Our ecosystem has taken massive losses over the past few hundred years, especially in the past couple of decades, and the rate of ruin is accelerating at breakneck speed. So just as it has done over the eons, when threatened, planet earth which celebrated it’s four billionth birthday a little while ago, will purge this pesky, infant scourge called “Mankind” from its midst by fire and by water, by storm and drought. That is unless we change our kamikaze ways right now.

“…at 2 degrees Celsius of global warming, heat extremes would often reach critical tolerance thresholds for agriculture and health.”

Many of you are aware that I have been preaching this mantra for years. Now you know that the message holds true. If before, one could discount my rantings as extreme and alarmist, the UN report coupled with record global temperatures, fires, flooding and storms must be persuasive enough. Hundreds of people died of heatstroke last month, in Western Canada of all places. As I write, unprecedented monster fires are raging in the USA, Turkey, Greece, Russia, Canada, Algeria, Italy and Finland and over the past few weeks there has been catastrophic flooding in India, China, swathes of Europe, the USA, Russia and Ethiopia. All of this is just the top of the tip of the proverbial (melting) iceberg.

“…it is “unequivocal” that human influence has warmed the global climate system, with observed changes already impacting every region on the planet.”

Please understand, I am talking about saving our children.

Humanity stands at an existential crossroad and collectively we must decide which route to take. The one is a long, twisting, uphill path, difficult to navigate, complex and new to us all. It requires massive human resourcefulness and sacrifice. This path is called “The Future.” It involves material downgrading of the comfort zone and standard of living we have taken for granted, yet, compared to what I would imagine you would forfeit in order to save a grandchild, these changes would seem trivial.

The other is a continuation of the current easy downhill path. It requires no effort. However its slope will become imperceptibly steeper until we find ourselves hurtling out of control towards a deadly cliff. This path is called “Destruction.” In terms of natural history we are gaining speed by the hour and the cliff looms ever closer. The choice is ours and the time is now.

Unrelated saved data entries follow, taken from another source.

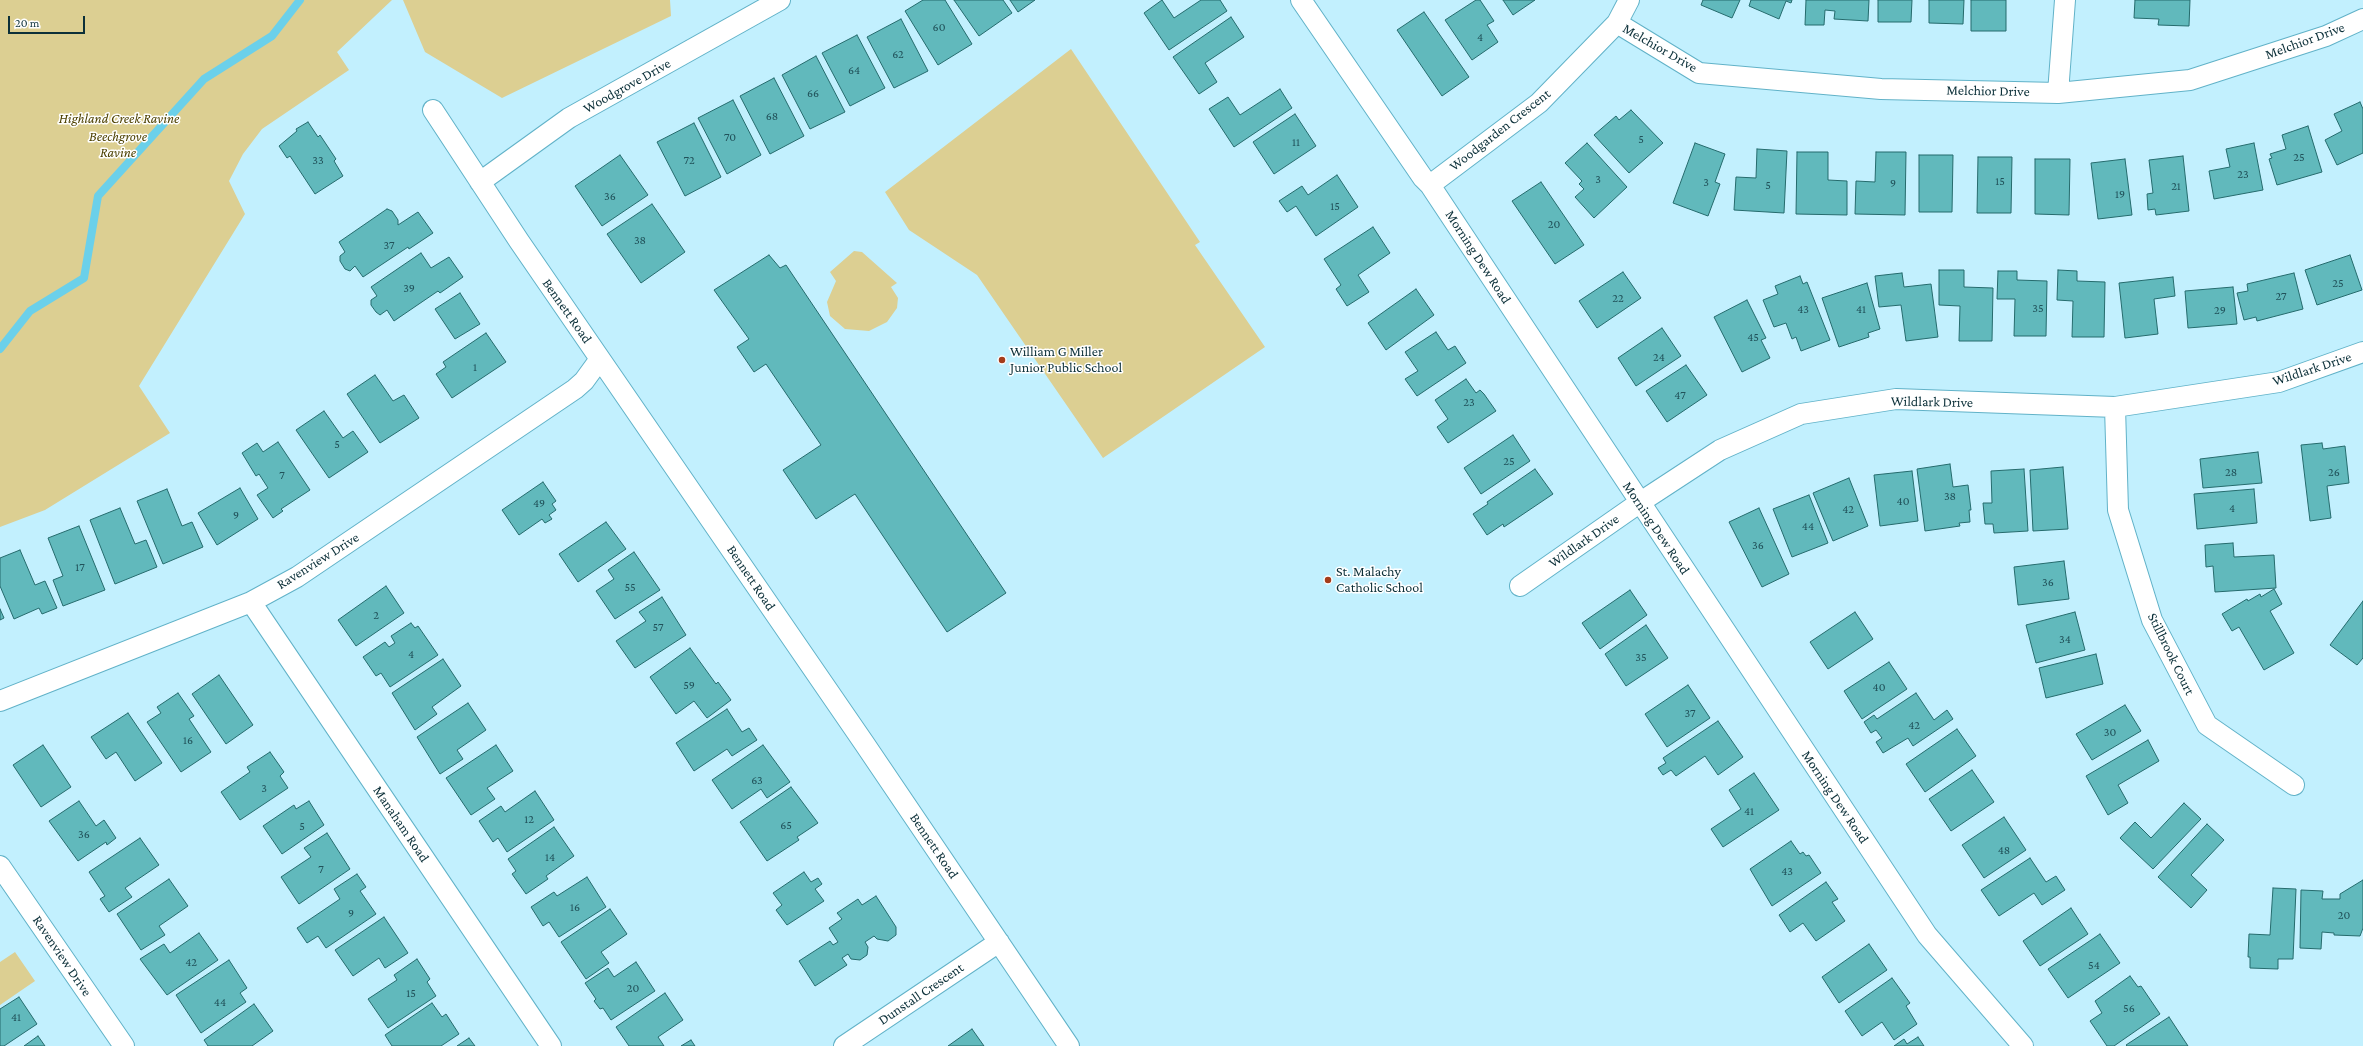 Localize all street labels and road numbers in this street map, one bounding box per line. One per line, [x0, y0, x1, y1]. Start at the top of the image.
street label: Melchior Drive [2263, 19, 2347, 63]
street label: Melchior Drive [1620, 20, 1700, 76]
street label: Woodgrove Drive [580, 55, 674, 117]
street label: Melchior Drive [1946, 82, 2030, 100]
street label: Woodgarden Crescent [1446, 85, 1554, 175]
street label: Morning Dew Road [1441, 207, 1515, 307]
street label: Bennett Road [539, 275, 595, 347]
street label: Wildlark Drive [2270, 348, 2354, 390]
street label: Wildlark Drive [1891, 393, 1973, 411]
street label: Morning Dew Road [1619, 478, 1693, 578]
street label: Wildlark Drive [1546, 511, 1622, 571]
street label: Ravenview Drive [274, 529, 362, 593]
street label: Bennett Road [723, 542, 779, 614]
street label: Stillbrook Court [2144, 610, 2198, 698]
street label: Morning Dew Road [1798, 747, 1872, 847]
street label: Manaham Road [369, 783, 433, 865]
street label: Bennett Road [906, 810, 962, 882]
street label: Ravenview Drive [29, 912, 95, 1000]
street label: Dunstall Crescent [875, 959, 967, 1029] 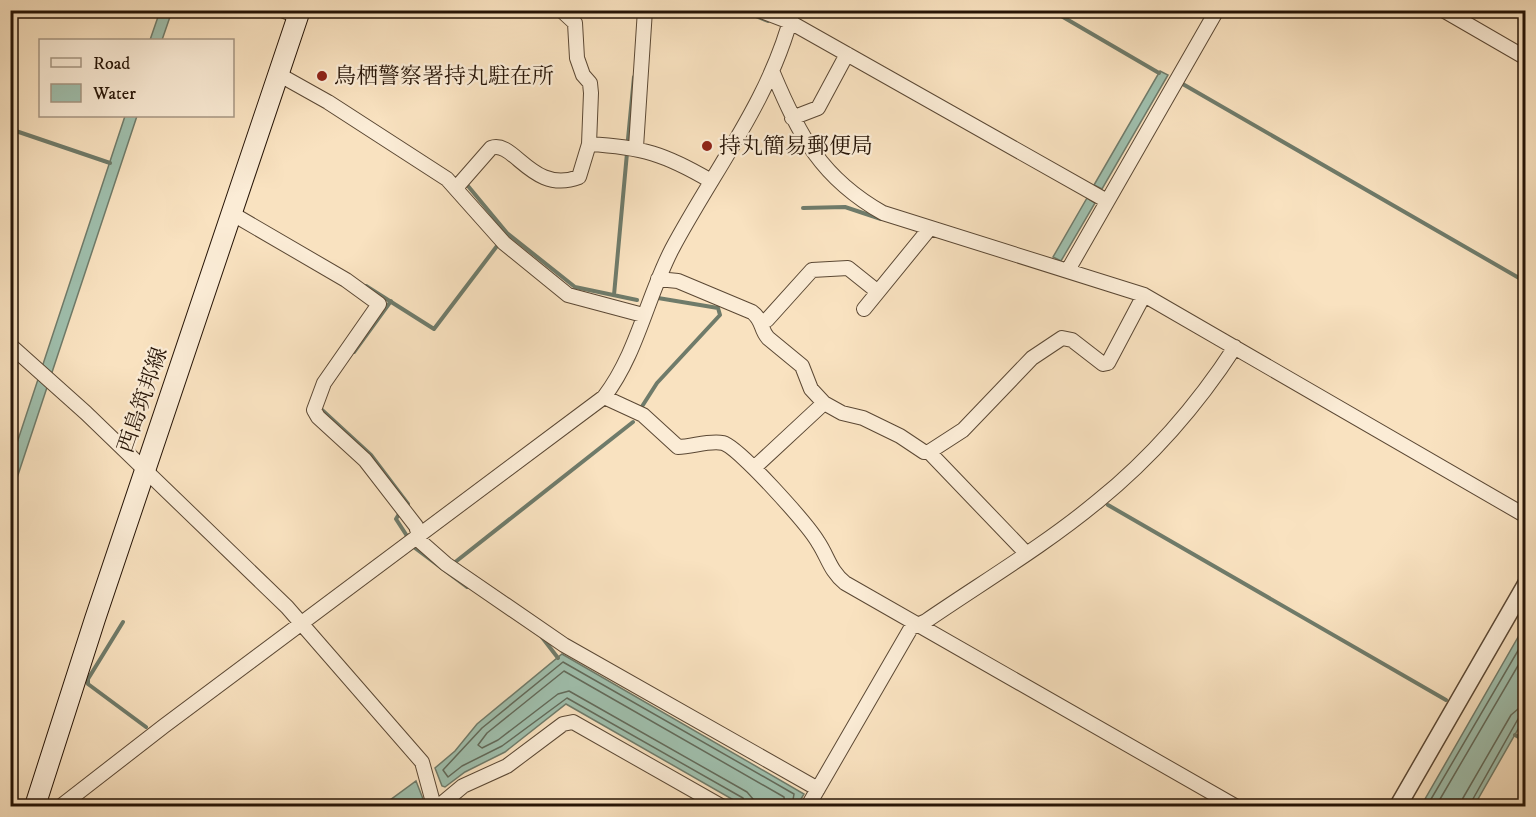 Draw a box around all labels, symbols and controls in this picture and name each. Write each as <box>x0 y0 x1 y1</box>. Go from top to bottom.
legend <box>39 39 234 117</box>
text: Road <box>93 53 130 75</box>
place label: 鳥栖警察署持丸駐在所 <box>334 63 554 90</box>
marker: 鳥栖警察署持丸駐在所 <box>315 69 329 83</box>
text: Water <box>92 83 136 105</box>
place label: 持丸簡易郵便局 <box>719 133 873 160</box>
marker: 持丸簡易郵便局 <box>700 139 714 153</box>
street label: 西島筑邦線 <box>112 344 174 456</box> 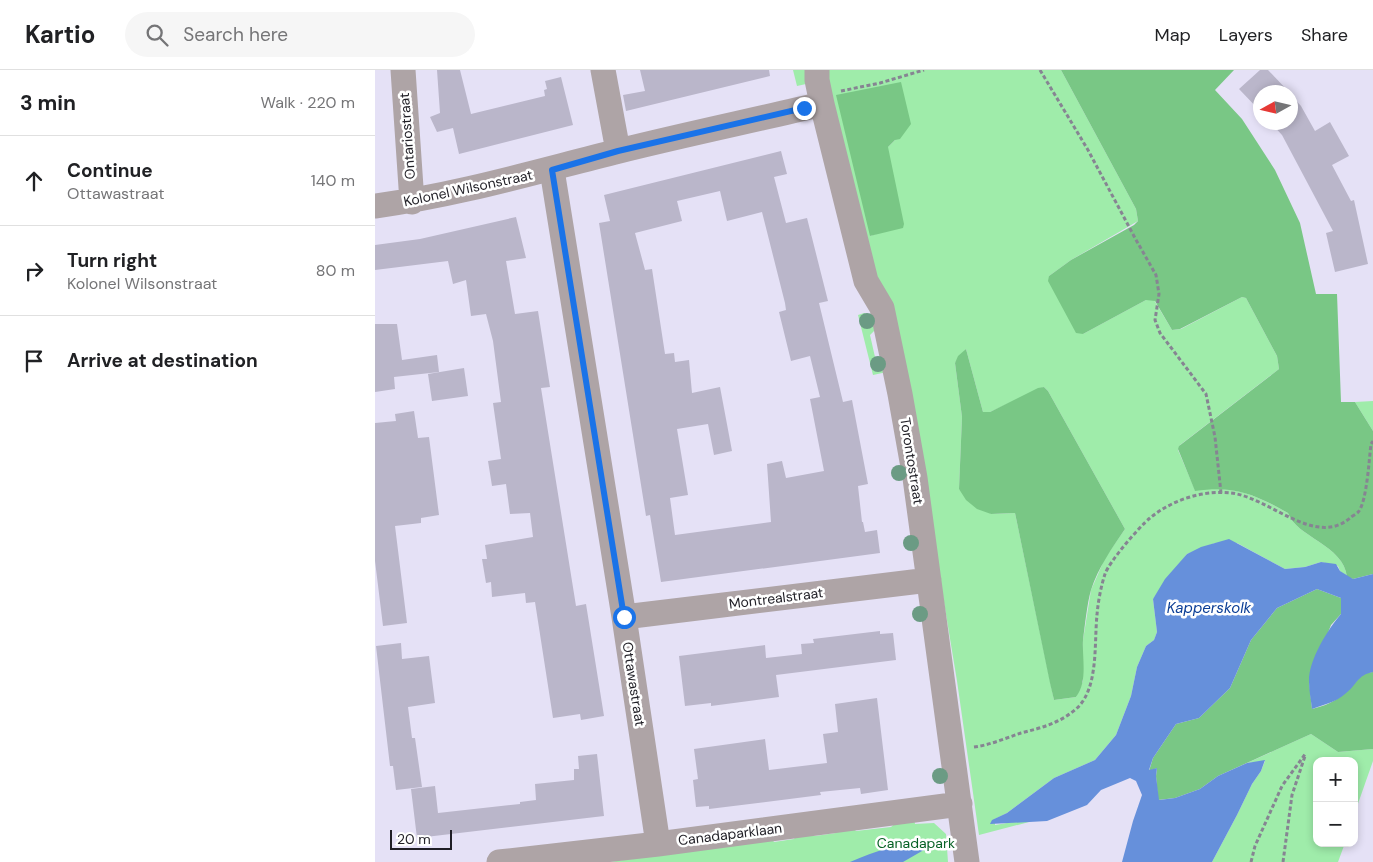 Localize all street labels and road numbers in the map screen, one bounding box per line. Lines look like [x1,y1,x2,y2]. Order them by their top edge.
street label: Ontariostraat [395,92,419,180]
street label: Kolonel Wilsonstraat [402,166,534,210]
street label: Torontostraat [896,416,928,506]
street label: Montrealstraat [728,583,824,613]
street label: Ottawastraat [618,640,650,728]
street label: Canadaparklaan [677,819,783,849] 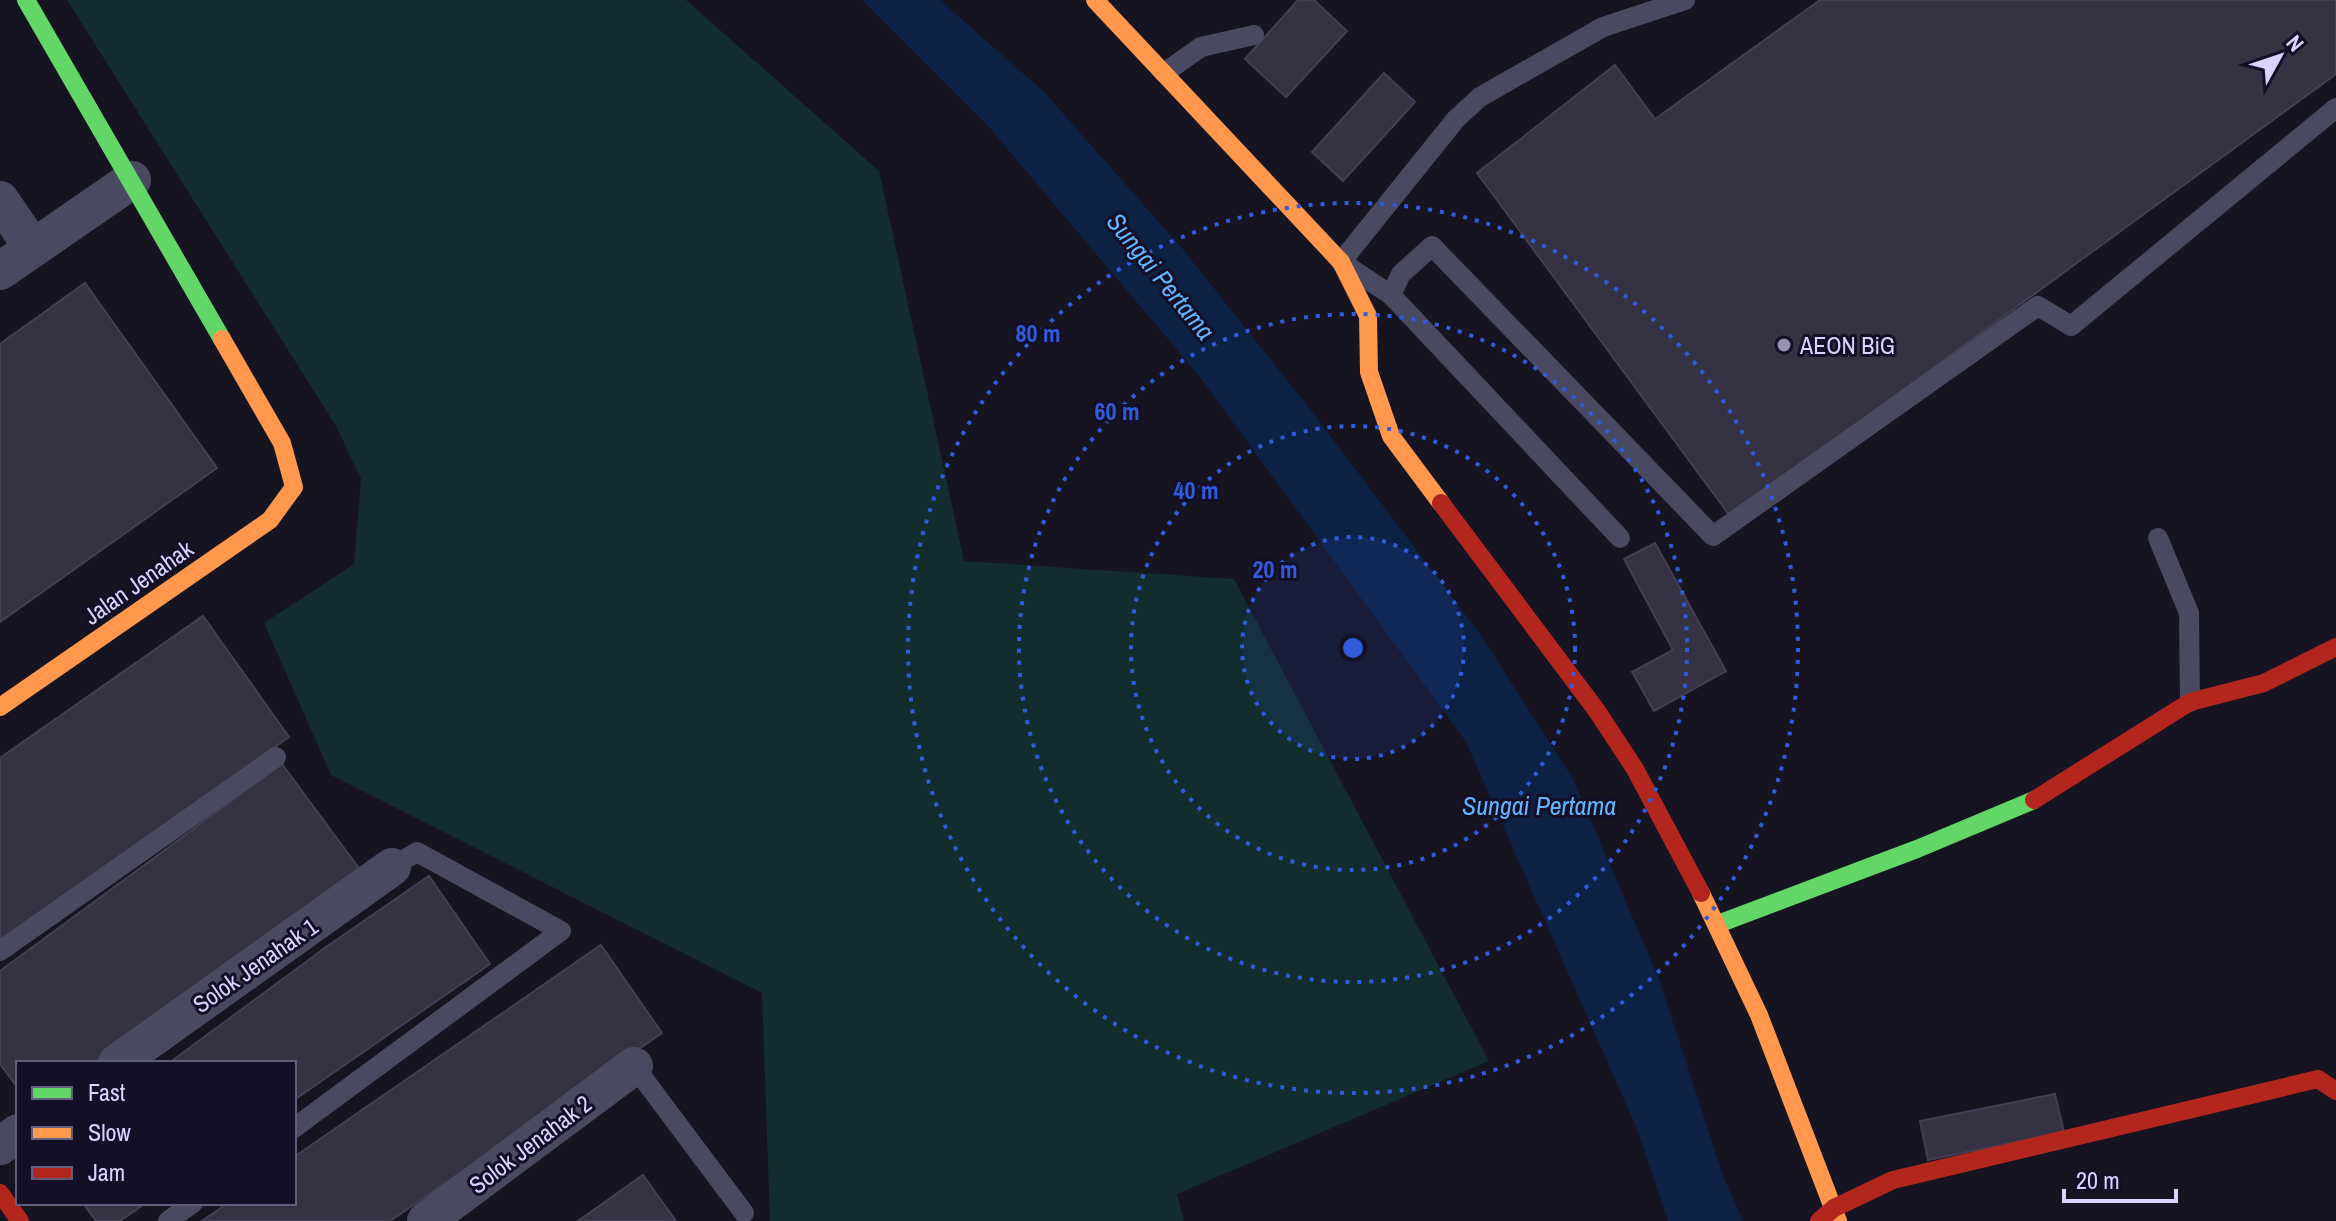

“… changes include more intense rainfall and associated flooding, more intense drought in many regions, coastal areas to see continued sea level rise throughout the 21st century, the amplification of permafrost thawing, ocean acidification, among many others.”

How must we, individually and collectively, act? Here is a sample to-do list, some easy, some burdensome, all feasible.

  • Stop using plastic and nylon as much as possible. Not as much as convenient. As much as possible. Eat a minimum of red meat and use public transportation. Admission: I drive a (hybrid) car, far too frequently. This year’s NYR is to change that.
  • Consume less of everything, food, electricity, water, electronics, etc, quite simply by planning purchases and reducing waste to a minimum. Example: Last Yom Kippur I resolved not to buy clothes unless absolutely necessary. Almost a year later I have bought one pair of shoes, a pair of shorts, some underwear and socks. I am convinced that my family, friends and colleagues have not noticed any change in the quality of my clothing.
  • If you are in a position to invest, stake your funds in eco-technology, clean, renewable energy etc.
  • Teach your children well (CSN&Y.) And (tough one, but they will remember you with love for it-) encourage your offspring to have families sized for the circumstance of their future  world.
  • If you believe in God, any One, recite with conviction the “Prayer for the Preservation of the Environment.” See below. If you are agnostic, say it just in case. It is a plea to God to save our habitat but more so, to give us the wisdom to do it ourselves.  Suggest to your congregation that they recite it every week. If you would like a PDF version please contact me (above or at shaveitzion@gmail.com).
  • Our politicians who seek reelection in the short term loathe making decisions which will cause hardship for the sake of long term benefit. Communicate to your elected officials on every level, all the time, that you regard environmental conservation as the number one policy issue. Because it is.
  • Send this humble piece to every one via email /facebook/WhatsApp/whatever. Please!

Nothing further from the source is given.